§ PROBLEM STATEMENT: Please copy every line from the following entries in which the word "Детский" appears.

··· INFORMATION

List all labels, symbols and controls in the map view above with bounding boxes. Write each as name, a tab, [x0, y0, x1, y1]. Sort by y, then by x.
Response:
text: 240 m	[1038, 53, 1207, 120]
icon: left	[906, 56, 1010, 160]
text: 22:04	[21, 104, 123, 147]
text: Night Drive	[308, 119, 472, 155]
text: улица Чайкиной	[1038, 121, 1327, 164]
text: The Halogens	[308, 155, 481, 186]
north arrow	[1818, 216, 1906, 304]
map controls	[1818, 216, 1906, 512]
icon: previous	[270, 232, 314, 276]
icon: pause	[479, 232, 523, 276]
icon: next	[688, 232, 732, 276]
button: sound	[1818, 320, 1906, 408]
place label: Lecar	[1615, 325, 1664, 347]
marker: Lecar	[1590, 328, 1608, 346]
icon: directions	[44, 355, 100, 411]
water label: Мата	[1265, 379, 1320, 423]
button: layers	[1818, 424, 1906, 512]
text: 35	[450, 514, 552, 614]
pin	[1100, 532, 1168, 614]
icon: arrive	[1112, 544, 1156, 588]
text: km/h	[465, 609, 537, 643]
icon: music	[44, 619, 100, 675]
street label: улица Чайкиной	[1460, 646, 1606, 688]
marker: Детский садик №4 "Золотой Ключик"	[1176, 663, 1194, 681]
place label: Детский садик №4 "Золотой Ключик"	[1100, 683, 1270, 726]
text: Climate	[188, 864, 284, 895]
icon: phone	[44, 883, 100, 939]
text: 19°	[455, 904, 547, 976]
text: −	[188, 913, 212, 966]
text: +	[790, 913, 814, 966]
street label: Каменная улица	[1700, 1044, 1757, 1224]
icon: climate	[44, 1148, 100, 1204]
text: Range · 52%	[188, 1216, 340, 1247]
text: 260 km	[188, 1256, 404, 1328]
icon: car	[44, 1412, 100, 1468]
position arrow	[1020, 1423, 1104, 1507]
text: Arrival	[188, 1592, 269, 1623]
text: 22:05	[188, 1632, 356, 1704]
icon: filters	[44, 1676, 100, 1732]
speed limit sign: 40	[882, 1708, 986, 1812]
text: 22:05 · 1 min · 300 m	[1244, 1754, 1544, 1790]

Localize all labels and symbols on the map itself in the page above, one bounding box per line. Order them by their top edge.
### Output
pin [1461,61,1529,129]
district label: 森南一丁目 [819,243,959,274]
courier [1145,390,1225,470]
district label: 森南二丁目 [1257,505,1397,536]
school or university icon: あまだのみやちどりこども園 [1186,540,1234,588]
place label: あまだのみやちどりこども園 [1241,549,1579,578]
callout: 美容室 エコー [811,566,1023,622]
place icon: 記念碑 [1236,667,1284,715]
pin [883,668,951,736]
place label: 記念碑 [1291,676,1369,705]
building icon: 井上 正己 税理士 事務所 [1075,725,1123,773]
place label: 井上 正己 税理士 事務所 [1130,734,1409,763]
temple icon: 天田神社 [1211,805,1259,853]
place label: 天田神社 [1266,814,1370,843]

······

§ ANSWER SECTION:
marker: Детский садик №4 "Золотой Ключик"	[1176, 663, 1194, 681]
place label: Детский садик №4 "Золотой Ключик"	[1100, 683, 1270, 726]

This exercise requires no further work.